= Beginning of Section =

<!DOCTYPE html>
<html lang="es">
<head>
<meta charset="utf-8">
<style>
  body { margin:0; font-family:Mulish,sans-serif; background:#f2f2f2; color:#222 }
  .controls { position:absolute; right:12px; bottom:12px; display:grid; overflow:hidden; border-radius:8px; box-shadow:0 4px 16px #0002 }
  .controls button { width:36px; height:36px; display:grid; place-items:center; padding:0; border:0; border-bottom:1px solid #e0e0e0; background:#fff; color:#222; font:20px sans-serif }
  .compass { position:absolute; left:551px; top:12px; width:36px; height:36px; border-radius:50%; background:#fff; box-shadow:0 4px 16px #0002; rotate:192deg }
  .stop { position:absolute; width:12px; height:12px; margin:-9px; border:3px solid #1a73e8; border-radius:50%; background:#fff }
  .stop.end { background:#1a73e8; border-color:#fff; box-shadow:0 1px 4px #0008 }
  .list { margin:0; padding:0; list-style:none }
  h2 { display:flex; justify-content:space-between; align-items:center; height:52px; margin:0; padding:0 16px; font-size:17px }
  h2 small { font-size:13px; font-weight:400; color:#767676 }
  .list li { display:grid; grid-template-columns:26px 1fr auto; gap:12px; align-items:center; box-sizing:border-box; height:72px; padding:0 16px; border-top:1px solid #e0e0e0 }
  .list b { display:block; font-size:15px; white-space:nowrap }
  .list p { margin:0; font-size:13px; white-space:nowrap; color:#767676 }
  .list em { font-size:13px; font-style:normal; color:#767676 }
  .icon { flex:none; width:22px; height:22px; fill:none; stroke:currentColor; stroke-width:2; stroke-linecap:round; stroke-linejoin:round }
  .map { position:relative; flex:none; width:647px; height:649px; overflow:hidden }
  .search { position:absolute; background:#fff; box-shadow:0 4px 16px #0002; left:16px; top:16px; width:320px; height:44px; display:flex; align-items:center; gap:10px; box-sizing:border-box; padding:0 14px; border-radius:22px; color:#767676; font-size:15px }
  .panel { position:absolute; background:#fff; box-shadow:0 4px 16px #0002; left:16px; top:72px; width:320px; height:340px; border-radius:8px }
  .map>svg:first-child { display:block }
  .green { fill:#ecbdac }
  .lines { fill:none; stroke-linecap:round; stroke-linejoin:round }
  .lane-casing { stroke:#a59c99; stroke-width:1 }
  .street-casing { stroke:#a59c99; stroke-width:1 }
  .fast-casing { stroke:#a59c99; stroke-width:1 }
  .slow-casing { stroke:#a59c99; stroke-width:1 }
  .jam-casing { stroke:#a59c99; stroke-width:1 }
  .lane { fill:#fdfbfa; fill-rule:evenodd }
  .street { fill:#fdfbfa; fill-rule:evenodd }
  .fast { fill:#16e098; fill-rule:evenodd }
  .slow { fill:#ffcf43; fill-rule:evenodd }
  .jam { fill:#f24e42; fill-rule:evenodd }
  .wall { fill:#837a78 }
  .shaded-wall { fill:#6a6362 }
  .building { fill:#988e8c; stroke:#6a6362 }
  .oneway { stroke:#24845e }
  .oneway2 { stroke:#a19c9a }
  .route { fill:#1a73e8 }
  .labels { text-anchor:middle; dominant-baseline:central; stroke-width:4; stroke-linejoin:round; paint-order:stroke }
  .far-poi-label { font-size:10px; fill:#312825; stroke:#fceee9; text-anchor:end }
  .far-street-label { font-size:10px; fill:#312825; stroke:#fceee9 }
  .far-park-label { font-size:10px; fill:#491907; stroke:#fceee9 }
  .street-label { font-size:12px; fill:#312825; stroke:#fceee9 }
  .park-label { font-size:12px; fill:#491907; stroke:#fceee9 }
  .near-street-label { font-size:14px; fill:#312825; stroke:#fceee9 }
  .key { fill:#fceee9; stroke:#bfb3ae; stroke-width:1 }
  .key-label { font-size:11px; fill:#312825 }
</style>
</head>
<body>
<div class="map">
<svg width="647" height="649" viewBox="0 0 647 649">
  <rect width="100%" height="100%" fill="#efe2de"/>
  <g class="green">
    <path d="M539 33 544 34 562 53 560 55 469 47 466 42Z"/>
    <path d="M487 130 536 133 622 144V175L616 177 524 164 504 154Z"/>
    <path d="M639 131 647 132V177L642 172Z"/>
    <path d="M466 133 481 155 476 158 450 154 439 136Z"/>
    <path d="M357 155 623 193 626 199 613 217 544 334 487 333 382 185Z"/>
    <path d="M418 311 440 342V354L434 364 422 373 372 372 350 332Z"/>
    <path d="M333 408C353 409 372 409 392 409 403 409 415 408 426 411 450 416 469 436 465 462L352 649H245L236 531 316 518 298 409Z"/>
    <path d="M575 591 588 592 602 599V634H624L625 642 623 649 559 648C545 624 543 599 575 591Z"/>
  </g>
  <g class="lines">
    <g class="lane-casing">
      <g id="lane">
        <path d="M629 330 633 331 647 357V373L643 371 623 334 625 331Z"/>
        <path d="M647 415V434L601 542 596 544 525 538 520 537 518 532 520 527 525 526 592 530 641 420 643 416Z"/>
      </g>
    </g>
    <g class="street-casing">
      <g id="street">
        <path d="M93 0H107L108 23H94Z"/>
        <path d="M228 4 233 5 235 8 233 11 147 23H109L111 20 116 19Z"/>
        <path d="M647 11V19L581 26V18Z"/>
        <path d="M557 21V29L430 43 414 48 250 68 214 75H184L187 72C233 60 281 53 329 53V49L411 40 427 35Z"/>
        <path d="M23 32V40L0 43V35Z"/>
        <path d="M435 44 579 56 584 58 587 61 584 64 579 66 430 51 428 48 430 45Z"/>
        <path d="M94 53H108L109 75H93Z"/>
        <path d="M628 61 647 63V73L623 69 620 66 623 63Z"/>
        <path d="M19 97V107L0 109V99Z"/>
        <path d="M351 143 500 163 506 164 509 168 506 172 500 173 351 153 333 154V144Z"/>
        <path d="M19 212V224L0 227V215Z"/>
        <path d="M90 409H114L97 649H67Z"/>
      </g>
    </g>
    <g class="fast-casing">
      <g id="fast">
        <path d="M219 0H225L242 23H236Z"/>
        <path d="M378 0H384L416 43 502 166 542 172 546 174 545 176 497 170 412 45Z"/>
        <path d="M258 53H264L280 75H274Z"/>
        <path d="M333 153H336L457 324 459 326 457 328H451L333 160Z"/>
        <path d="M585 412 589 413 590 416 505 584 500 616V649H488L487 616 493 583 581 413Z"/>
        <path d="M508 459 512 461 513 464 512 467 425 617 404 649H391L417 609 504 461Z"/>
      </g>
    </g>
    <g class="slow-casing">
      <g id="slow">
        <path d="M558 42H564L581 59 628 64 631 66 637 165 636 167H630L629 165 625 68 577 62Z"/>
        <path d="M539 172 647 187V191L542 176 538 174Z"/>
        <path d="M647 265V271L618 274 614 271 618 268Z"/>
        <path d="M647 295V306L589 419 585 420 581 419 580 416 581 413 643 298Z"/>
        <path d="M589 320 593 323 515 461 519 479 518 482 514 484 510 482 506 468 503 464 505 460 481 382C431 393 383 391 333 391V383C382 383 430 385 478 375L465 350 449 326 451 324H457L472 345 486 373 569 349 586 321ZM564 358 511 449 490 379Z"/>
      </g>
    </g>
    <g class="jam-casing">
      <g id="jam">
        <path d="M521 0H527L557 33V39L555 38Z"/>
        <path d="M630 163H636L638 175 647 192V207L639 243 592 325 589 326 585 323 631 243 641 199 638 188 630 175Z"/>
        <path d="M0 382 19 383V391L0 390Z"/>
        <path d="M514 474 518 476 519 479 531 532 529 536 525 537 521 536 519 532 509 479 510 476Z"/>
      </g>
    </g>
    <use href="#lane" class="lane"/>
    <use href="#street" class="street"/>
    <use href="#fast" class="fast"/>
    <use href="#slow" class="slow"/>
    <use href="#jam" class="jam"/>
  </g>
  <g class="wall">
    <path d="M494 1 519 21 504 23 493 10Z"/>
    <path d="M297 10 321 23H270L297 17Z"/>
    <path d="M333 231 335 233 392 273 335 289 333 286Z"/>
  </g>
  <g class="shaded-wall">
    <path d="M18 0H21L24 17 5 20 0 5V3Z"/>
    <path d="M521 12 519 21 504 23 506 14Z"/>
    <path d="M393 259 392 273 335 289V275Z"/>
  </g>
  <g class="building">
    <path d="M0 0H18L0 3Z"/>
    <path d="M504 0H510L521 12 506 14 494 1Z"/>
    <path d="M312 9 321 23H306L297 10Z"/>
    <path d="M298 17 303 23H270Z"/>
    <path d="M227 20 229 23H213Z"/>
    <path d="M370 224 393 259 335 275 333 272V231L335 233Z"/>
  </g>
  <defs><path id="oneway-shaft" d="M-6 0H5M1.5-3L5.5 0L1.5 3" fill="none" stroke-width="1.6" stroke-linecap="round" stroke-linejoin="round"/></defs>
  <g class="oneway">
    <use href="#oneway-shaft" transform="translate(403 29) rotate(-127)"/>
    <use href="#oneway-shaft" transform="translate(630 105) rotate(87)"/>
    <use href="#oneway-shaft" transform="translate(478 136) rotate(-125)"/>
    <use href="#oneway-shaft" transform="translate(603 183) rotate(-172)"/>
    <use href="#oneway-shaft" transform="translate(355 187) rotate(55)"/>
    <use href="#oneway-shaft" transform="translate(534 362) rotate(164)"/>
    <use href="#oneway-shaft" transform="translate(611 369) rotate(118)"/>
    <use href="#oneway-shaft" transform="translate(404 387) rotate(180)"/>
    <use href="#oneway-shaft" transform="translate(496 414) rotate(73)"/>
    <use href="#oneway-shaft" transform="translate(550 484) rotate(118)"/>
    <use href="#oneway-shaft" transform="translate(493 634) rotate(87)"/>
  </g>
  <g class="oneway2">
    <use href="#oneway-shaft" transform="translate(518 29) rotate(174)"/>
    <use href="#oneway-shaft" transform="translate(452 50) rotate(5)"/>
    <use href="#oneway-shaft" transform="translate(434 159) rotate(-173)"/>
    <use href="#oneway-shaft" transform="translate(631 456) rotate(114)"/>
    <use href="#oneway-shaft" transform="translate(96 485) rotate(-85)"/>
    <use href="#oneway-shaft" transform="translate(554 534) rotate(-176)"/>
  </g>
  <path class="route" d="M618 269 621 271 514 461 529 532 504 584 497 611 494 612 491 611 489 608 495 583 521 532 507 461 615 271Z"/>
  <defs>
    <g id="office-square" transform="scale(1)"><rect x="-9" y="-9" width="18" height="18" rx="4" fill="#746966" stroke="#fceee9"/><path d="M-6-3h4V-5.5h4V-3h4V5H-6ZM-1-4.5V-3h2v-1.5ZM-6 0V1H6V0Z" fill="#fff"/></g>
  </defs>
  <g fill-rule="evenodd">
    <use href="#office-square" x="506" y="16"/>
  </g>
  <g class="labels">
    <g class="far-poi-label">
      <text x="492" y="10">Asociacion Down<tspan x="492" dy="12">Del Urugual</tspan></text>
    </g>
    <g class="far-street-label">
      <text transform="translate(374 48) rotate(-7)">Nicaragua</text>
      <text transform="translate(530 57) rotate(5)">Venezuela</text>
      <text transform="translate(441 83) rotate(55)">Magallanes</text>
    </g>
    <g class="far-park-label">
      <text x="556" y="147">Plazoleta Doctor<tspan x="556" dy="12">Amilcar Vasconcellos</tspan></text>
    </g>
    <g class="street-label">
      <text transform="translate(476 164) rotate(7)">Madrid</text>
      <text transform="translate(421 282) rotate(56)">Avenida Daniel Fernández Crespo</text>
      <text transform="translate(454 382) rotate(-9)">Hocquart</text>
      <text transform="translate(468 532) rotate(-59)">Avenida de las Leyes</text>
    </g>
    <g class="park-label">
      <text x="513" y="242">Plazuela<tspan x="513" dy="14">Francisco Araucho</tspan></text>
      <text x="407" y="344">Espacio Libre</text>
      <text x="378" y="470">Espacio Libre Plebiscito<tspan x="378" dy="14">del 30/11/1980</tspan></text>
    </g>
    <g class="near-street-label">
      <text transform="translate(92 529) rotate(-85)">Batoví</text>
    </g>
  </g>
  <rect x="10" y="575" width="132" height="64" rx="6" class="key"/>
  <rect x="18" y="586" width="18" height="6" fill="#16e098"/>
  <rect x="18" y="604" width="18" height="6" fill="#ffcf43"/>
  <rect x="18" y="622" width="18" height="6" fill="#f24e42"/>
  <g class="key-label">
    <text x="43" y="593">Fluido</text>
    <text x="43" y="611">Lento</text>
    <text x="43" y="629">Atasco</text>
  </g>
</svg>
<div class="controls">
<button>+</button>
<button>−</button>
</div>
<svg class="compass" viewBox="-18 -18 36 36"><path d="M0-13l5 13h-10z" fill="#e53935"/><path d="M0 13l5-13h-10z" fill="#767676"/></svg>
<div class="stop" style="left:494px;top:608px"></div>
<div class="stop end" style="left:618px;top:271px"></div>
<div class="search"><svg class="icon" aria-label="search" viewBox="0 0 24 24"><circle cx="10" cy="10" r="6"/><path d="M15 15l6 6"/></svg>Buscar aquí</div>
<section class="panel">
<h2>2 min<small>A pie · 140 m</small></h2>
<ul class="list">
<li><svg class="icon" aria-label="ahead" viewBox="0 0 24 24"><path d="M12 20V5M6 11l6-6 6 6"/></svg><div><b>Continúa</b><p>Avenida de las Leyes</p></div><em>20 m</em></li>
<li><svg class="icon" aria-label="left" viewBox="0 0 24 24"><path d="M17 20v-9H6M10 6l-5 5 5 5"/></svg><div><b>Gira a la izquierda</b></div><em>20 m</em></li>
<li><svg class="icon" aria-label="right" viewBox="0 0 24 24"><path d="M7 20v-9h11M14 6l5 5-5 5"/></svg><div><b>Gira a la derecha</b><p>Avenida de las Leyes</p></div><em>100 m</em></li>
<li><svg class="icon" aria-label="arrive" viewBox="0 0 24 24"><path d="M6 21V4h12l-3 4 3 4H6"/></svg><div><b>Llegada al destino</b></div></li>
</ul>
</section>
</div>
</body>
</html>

= End of Section =

A single number is the whole answer: please count how many lines of the records above include the string "white".

2